## EXERCISE MATERIALS
⟨
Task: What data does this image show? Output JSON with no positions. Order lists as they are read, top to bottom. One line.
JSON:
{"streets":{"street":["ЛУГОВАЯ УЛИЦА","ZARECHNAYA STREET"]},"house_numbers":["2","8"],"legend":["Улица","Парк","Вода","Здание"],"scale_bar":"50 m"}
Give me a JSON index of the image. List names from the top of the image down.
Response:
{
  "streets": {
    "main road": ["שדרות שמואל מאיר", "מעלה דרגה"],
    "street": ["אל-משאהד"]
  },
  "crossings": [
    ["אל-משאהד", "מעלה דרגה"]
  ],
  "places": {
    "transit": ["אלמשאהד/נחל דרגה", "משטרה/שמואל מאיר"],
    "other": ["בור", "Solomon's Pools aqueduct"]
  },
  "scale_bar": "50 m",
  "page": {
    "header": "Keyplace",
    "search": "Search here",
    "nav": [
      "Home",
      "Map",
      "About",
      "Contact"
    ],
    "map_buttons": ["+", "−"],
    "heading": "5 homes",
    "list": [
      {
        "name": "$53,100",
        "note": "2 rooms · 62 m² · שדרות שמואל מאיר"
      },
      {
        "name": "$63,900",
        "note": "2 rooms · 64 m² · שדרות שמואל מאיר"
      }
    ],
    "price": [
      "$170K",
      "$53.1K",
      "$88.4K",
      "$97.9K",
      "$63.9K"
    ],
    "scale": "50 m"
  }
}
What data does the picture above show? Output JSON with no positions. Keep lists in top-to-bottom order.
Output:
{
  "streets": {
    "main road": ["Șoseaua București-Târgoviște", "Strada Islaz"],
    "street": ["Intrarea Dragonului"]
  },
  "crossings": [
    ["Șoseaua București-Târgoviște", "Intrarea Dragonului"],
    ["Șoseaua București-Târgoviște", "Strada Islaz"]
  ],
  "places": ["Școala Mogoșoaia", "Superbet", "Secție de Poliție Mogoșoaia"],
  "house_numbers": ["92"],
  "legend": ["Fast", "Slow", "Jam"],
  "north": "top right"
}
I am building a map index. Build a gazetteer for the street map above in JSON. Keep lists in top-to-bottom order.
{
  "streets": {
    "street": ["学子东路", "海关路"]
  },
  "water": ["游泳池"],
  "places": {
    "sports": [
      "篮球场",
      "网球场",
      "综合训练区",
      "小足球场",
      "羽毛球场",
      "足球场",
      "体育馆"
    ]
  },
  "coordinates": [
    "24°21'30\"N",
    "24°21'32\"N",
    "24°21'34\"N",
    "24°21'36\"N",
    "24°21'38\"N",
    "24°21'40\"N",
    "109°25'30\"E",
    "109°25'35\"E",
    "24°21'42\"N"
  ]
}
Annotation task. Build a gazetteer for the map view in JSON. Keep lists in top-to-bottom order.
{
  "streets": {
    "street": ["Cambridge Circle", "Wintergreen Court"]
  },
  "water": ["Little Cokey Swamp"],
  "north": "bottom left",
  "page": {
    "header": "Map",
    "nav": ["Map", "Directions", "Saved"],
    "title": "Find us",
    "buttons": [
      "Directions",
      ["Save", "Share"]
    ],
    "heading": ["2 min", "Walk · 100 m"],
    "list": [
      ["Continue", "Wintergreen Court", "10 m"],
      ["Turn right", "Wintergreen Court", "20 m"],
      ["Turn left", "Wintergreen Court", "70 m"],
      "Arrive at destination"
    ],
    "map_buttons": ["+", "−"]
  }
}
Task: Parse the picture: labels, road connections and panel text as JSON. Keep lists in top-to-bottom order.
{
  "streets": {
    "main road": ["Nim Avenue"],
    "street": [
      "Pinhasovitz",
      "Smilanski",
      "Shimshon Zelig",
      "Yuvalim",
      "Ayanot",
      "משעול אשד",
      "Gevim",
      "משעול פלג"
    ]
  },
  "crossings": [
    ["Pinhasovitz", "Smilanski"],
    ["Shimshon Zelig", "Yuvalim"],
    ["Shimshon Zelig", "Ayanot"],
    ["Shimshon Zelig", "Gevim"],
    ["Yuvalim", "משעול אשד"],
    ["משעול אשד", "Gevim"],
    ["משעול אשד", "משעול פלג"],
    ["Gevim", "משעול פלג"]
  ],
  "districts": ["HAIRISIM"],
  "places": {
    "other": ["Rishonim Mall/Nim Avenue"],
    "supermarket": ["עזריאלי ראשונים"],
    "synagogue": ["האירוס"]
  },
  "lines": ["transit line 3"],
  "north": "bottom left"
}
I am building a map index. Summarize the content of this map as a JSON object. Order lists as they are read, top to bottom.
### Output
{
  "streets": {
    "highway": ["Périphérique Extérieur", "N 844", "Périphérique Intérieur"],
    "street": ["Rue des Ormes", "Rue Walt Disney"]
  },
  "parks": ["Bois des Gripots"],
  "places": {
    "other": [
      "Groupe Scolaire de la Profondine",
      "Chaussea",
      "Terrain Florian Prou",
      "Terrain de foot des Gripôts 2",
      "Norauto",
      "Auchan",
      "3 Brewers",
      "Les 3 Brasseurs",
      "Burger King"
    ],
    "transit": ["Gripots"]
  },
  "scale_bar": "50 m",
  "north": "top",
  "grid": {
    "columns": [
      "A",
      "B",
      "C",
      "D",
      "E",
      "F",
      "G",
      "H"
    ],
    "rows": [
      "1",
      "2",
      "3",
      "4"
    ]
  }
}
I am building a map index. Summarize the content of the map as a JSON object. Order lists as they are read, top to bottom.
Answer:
⟩
## TASK DETAILS
Read through the lines above and collect those that contain the string "content".

## REPLY
I am building a map index. Summarize the content of this map as a JSON object. Order lists as they are read, top to bottom.
I am building a map index. Summarize the content of the map as a JSON object. Order lists as they are read, top to bottom.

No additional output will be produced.